(Saved entries)
· · · · ·
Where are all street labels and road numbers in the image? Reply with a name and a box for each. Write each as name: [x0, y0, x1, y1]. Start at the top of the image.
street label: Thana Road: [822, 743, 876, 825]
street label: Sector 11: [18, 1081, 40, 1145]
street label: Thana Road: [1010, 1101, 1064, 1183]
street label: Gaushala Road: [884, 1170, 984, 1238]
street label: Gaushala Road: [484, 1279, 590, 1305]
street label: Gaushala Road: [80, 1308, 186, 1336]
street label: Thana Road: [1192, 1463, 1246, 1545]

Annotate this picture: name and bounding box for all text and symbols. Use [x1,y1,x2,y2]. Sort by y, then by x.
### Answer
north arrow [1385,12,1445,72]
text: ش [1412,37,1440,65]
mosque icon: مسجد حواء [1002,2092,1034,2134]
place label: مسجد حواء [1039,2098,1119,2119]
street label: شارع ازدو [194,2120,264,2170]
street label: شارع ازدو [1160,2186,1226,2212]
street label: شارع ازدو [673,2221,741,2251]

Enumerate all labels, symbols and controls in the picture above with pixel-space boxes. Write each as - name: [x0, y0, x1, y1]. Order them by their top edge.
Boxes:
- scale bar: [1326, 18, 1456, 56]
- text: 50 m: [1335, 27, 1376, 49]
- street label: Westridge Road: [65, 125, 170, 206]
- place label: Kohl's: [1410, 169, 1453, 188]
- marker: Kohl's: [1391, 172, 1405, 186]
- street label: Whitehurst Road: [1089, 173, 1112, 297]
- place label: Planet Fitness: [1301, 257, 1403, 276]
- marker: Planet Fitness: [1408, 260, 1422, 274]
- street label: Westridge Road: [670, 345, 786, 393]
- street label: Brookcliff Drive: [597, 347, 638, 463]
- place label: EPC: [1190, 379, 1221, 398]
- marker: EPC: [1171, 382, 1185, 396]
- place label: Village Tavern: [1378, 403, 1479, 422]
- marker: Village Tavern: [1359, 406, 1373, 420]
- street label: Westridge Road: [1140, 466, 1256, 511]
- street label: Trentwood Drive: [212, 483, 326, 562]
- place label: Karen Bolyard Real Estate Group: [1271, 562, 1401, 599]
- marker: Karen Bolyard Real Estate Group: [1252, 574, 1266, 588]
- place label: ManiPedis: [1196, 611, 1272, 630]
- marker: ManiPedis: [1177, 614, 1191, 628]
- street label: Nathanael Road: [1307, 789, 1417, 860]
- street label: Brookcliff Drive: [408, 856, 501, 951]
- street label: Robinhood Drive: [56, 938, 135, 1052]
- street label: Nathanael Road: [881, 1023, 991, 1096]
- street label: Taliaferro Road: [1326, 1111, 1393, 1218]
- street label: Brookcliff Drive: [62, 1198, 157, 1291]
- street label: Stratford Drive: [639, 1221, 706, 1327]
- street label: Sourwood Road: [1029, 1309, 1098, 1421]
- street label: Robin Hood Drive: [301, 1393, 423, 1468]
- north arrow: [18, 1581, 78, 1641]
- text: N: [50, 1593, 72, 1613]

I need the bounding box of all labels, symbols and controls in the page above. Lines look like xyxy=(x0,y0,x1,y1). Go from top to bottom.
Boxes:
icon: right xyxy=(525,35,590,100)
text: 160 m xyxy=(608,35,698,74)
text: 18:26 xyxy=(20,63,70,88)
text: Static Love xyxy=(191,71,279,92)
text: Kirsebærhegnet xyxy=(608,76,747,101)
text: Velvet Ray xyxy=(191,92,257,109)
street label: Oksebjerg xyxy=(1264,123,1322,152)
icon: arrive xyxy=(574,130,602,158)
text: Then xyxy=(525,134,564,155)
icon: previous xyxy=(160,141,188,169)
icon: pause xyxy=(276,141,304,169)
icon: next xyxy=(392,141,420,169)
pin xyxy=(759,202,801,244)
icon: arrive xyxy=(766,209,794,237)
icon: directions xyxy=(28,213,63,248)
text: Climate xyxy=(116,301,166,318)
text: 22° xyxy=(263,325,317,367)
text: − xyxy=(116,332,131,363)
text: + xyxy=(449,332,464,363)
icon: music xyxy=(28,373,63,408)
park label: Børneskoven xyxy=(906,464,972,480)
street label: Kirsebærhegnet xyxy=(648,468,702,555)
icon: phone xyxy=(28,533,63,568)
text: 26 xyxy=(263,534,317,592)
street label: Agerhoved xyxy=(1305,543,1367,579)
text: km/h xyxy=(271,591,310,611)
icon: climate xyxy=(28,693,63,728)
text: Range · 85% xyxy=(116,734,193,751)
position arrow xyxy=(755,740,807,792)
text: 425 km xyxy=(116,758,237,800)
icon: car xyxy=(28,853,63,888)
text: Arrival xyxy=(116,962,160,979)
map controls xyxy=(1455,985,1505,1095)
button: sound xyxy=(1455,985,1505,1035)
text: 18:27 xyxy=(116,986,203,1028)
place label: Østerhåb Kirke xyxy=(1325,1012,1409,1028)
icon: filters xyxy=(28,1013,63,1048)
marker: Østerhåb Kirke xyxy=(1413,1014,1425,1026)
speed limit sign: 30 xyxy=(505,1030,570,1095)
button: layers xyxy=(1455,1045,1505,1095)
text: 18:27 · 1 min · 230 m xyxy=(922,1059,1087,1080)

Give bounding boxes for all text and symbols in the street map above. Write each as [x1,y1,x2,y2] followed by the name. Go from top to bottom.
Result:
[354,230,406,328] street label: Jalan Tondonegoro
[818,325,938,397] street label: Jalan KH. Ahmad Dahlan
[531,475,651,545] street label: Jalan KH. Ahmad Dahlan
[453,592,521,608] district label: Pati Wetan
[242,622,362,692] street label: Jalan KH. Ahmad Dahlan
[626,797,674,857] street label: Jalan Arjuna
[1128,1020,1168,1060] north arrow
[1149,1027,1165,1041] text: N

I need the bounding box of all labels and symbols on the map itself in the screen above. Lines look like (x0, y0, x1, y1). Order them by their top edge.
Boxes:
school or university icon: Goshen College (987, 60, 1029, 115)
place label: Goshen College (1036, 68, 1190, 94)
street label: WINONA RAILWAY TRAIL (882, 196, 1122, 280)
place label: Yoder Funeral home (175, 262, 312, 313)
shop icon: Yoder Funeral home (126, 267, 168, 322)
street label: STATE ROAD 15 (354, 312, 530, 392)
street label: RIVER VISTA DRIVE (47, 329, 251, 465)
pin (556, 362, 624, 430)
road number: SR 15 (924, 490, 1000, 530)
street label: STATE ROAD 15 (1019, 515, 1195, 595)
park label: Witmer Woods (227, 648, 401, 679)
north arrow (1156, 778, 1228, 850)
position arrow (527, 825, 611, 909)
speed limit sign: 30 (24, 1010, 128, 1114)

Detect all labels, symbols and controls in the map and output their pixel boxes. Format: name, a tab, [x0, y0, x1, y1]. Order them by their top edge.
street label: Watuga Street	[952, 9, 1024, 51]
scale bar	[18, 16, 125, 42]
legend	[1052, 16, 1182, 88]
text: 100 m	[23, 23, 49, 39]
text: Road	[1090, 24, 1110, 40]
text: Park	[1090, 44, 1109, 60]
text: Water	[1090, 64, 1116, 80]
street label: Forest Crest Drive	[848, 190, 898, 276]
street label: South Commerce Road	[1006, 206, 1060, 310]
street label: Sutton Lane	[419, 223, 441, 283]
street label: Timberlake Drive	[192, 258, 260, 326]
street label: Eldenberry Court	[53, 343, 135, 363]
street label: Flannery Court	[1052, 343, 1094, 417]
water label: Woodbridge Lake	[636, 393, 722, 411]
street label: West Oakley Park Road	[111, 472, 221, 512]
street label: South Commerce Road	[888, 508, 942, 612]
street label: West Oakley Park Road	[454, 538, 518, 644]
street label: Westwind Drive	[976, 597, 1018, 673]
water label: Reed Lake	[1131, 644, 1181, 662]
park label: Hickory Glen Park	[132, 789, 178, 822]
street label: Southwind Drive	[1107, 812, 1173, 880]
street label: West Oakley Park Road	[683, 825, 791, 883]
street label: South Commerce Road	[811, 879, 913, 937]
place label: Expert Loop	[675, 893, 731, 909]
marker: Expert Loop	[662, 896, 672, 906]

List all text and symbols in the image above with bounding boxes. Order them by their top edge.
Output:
· · · · ·
◆ **TASK INSTRUCTIONS**
All lines above containing the string "need" are to be collected.

◆ **EXERCISE ANSWER**
I need the bounding box of all labels, symbols and controls in the page above. Lines look like xyxy=(x0,y0,x1,y1). Go from top to bottom.
I need the bounding box of all labels and symbols on the map itself in the screen above. Lines look like (x0, y0, x1, y1). Order them by their top edge.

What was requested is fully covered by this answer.